On this same tour, we performed on an inordinate number of raked stages. Due to the stress put on my body from performing on a surface I wasn’t used to, as well as the rigors of touring, I pulled a muscle in my ankle and spent four hours in an emergency room getting it taped properly so I could perform the next day.
The last stop of the tour was the Munich State Opera House, where we performed for 2,200 people and reveled in eight curtain calls. At this point, we were all exhausted. I, however, wasn’t done yet. While the rest of the company went home, I flew to Denmark for a freelance teaching and rehearsing job. I was hired by Nini Thieland, a 90-year-old Danish ballerina who danced with Mikhail Fokine and was one of Salvadore Dali’s muses, to learn a piece that she had choreographed at 16.
Afterwards, I met the Limón company in Alaska, where the sun beamed for 19 hours a day.
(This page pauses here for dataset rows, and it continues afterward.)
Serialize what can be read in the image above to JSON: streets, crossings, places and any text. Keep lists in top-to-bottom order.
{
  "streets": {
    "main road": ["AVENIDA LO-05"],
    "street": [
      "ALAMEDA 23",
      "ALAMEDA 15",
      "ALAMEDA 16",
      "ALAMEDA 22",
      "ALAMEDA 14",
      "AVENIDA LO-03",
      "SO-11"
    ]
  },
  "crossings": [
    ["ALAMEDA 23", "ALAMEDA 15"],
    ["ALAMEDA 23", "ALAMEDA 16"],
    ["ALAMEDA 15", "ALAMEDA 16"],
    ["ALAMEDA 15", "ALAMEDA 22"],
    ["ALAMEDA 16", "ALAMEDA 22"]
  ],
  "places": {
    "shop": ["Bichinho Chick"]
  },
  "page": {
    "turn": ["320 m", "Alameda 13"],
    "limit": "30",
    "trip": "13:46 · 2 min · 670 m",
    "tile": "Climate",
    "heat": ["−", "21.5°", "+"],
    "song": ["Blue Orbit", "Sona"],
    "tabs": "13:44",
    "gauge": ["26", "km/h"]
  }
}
We had four performances in a 52-hour period, which included traveling at 6 am and performing that same evening in a space three times smaller than the one before. Things in this business are never predictable, so it helps to keep an open mind and a positive energy (not to mention lots of coffee).
After a while, your body begins to make decisions for you. As much as I work to maintain consistent technique, some days I wake up with an inability to turn, or my coordination seems off. I survive these moments by realizing that every day is different and nothing is permanent. Then I focus on something else—usually a vacation!
A professional dancer’s adaptability is an important asset because it helps when coping with the long tours, few rehearsals, unemployment stints, relationship struggles both inside and outside of companies, health concerns, living out of a suitcase, marketing yourself and making and keeping contacts. When learning to embrace these elements, it becomes vital not to limit yourself to one technique or style. If you want to eat, you have to work; if you want to work, you have to make yourself as valuable to a choreographer as possible.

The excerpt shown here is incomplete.